__Problem to solve__
Please copy, exactly as they appear below, the lines from the one containing "I am building a map index. Read" through the one containing "Map reading. Summarize".
.....
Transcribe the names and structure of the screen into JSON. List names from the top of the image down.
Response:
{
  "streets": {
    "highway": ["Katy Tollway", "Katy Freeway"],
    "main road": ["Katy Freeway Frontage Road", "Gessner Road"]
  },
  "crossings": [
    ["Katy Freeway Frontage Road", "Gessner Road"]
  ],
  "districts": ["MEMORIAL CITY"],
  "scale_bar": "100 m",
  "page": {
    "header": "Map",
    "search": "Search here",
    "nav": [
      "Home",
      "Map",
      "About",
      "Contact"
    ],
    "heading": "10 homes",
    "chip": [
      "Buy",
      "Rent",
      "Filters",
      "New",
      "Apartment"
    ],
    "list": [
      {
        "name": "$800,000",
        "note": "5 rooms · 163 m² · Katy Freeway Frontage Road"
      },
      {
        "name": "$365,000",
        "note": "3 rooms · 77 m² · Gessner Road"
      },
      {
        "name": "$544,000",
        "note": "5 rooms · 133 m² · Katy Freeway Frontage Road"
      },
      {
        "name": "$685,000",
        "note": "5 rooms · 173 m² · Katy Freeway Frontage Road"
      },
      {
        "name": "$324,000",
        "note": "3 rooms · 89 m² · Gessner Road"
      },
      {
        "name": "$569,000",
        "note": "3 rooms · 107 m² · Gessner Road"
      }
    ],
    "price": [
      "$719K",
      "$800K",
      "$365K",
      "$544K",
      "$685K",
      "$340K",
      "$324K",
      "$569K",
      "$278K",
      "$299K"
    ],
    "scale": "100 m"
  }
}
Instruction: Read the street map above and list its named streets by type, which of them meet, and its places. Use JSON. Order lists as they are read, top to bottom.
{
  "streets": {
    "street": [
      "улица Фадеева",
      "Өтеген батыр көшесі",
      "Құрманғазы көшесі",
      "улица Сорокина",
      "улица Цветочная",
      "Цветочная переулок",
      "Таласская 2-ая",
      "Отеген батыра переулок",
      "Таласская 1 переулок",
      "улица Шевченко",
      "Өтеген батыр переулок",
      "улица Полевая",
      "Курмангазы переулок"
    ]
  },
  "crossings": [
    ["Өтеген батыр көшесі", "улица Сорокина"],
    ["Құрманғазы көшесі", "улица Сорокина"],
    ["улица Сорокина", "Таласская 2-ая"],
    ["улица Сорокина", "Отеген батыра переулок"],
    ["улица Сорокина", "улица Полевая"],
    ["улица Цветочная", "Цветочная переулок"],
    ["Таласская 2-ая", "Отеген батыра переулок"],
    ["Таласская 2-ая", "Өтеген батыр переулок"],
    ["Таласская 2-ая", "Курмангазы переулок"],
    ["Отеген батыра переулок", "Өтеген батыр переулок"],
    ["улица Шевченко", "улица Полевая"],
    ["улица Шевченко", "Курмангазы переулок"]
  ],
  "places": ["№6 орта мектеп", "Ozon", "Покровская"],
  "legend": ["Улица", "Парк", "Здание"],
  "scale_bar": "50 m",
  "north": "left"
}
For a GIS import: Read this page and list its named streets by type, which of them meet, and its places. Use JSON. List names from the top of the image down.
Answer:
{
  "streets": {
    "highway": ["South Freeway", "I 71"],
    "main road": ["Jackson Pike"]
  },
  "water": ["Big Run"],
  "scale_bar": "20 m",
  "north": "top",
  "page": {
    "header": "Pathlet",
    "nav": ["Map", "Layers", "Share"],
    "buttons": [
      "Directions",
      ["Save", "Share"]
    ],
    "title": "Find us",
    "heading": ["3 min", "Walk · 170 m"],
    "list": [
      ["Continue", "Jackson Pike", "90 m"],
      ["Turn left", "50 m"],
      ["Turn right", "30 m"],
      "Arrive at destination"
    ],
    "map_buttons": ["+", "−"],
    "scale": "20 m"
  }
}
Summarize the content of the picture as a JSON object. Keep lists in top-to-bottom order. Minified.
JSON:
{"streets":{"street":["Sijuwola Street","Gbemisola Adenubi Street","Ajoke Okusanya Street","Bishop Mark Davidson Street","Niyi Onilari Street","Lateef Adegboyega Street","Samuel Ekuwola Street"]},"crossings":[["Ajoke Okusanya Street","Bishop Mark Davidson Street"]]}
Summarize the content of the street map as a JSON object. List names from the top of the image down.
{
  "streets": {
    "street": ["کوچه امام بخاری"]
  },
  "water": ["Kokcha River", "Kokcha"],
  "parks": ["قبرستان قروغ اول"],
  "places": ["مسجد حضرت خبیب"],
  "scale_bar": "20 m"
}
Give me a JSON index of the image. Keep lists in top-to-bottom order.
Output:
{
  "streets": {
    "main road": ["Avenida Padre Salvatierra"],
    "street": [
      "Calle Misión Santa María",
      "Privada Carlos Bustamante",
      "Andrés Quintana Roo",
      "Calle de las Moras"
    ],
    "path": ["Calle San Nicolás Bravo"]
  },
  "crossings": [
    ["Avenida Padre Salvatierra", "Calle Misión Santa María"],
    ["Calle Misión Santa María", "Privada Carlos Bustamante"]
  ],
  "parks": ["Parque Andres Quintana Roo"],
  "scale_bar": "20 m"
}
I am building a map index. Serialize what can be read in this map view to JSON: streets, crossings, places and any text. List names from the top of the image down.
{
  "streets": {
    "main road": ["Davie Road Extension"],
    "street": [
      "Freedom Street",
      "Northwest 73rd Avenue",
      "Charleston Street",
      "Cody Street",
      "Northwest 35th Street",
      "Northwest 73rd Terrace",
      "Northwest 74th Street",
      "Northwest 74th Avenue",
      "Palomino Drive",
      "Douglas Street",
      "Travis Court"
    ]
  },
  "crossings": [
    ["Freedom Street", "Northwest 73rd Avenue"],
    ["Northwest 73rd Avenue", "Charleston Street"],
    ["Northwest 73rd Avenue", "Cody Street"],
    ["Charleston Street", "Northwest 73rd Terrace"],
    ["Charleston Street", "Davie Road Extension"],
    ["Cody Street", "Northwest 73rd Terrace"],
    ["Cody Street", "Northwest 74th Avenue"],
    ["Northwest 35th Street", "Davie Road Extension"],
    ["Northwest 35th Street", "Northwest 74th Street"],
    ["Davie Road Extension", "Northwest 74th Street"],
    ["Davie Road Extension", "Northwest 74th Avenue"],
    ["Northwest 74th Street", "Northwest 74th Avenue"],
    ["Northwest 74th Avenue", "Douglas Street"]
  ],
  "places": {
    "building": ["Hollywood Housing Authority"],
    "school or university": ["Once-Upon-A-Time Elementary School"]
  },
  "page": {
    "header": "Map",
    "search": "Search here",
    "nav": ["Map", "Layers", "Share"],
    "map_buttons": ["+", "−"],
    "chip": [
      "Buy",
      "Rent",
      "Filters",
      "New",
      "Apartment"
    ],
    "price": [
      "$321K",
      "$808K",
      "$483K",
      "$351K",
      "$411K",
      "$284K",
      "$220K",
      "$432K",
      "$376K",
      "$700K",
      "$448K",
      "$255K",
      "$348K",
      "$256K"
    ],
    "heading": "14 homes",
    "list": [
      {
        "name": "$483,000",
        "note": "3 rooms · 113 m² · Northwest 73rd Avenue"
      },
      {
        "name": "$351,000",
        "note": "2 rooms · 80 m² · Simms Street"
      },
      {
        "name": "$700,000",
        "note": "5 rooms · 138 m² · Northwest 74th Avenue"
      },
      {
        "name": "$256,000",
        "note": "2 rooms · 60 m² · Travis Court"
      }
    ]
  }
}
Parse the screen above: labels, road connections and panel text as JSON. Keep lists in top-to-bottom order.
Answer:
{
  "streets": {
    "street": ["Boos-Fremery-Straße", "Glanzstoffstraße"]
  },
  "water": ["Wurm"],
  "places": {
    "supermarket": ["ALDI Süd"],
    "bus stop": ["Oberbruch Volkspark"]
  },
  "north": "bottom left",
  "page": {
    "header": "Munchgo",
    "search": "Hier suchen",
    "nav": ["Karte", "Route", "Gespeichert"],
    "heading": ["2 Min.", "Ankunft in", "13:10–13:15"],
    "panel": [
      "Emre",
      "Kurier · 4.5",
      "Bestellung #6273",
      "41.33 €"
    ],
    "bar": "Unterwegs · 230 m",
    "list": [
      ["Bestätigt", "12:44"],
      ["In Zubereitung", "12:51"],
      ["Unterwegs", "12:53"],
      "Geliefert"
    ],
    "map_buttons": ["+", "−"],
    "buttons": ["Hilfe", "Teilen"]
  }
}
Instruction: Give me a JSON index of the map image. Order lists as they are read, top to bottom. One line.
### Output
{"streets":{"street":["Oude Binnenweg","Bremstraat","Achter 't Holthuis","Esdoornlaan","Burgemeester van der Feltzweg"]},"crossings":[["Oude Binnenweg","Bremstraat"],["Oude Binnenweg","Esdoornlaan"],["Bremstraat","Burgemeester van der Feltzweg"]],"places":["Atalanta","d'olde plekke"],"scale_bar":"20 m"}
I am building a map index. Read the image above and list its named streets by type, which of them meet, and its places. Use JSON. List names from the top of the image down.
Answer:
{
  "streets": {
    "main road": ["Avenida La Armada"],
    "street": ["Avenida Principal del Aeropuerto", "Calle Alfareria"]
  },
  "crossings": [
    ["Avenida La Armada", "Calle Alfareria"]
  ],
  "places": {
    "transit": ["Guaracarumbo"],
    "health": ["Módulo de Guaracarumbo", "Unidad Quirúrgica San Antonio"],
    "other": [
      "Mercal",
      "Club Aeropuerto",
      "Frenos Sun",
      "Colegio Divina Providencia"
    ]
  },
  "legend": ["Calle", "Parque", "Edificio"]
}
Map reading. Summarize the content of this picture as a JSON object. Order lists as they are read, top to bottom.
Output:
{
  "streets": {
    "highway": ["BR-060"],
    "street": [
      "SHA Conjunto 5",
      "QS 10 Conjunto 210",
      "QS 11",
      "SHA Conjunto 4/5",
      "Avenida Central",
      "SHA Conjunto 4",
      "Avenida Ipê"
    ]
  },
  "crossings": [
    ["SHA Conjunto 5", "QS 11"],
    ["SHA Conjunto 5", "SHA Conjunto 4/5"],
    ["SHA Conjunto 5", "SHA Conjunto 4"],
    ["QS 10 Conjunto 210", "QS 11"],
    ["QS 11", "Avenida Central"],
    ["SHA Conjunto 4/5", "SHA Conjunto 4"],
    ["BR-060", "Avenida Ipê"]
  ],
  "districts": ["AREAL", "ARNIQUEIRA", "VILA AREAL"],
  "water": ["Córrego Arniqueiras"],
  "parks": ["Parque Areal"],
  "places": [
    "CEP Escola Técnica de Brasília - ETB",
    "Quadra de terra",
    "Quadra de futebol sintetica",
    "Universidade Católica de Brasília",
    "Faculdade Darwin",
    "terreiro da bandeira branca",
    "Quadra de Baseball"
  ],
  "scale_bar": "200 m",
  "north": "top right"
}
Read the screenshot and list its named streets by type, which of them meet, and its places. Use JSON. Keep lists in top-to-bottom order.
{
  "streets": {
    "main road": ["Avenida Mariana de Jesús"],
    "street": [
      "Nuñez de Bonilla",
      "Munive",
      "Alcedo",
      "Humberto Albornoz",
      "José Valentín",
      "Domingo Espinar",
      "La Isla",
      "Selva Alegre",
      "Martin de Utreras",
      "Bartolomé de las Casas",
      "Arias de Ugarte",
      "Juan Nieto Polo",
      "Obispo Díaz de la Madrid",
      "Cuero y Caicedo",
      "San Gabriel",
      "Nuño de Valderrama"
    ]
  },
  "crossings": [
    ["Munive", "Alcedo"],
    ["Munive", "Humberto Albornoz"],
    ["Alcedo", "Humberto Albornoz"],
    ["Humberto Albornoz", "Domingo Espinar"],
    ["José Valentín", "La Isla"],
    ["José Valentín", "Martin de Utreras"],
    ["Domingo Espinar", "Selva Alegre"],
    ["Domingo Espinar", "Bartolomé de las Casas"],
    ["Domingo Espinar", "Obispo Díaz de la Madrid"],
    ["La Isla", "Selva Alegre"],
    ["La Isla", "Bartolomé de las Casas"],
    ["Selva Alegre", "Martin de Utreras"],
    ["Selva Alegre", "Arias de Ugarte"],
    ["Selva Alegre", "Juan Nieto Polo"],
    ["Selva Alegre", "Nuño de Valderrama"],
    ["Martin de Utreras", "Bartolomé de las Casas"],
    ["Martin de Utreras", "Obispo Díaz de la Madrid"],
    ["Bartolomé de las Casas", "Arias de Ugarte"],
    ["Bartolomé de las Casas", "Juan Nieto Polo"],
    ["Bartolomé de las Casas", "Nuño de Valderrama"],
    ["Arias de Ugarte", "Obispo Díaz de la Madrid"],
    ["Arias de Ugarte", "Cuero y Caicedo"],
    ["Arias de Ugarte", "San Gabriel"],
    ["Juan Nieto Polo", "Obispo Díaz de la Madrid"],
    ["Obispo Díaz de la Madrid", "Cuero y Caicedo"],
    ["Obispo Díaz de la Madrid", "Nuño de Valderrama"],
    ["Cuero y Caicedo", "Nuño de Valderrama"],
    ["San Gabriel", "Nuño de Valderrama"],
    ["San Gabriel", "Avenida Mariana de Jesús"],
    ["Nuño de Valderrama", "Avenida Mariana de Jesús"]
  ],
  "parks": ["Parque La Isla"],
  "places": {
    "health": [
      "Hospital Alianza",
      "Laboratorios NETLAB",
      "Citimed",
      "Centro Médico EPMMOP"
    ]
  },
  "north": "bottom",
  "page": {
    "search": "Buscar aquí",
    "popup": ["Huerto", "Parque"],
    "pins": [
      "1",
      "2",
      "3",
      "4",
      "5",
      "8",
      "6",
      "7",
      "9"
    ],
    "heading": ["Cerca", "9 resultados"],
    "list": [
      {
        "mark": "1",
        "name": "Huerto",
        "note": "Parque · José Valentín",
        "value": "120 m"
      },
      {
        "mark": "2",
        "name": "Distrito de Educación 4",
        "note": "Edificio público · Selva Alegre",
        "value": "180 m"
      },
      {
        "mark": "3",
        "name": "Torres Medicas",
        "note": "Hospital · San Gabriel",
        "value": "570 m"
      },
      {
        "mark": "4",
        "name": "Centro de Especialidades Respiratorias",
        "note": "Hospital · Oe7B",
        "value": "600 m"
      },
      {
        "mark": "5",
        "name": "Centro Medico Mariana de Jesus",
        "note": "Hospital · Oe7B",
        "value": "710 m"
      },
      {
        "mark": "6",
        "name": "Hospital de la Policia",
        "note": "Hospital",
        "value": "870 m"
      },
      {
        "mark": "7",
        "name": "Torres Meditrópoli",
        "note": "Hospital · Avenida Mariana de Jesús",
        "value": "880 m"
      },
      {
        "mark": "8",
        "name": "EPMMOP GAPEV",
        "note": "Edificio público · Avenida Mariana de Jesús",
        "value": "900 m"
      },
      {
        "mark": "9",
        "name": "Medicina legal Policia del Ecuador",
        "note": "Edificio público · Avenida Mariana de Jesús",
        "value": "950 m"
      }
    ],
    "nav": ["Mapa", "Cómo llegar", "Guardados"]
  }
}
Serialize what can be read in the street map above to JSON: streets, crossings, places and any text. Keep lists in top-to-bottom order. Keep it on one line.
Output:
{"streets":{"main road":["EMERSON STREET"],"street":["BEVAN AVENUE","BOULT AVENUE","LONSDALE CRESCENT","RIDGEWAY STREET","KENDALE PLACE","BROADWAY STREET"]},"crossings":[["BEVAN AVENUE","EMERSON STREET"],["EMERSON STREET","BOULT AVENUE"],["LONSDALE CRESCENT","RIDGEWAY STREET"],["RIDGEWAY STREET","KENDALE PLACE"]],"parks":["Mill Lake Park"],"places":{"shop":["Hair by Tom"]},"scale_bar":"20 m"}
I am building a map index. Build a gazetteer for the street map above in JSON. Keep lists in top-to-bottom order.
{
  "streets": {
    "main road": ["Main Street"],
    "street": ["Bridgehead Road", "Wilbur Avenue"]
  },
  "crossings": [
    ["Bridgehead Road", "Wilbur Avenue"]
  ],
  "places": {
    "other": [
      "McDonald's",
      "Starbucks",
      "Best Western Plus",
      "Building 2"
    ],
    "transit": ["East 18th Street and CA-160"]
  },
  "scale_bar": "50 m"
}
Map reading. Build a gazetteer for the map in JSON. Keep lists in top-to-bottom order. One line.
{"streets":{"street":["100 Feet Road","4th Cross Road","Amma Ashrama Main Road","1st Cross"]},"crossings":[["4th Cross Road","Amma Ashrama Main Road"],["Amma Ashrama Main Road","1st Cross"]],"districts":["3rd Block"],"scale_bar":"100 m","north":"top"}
.....
__Exercise solution__
I am building a map index. Read the image above and list its named streets by type, which of them meet, and its places. Use JSON. List names from the top of the image down.
Answer:
{
  "streets": {
    "main road": ["Avenida La Armada"],
    "street": ["Avenida Principal del Aeropuerto", "Calle Alfareria"]
  },
  "crossings": [
    ["Avenida La Armada", "Calle Alfareria"]
  ],
  "places": {
    "transit": ["Guaracarumbo"],
    "health": ["Módulo de Guaracarumbo", "Unidad Quirúrgica San Antonio"],
    "other": [
      "Mercal",
      "Club Aeropuerto",
      "Frenos Sun",
      "Colegio Divina Providencia"
    ]
  },
  "legend": ["Calle", "Parque", "Edificio"]
}
Map reading. Summarize the content of this picture as a JSON object. Order lists as they are read, top to bottom.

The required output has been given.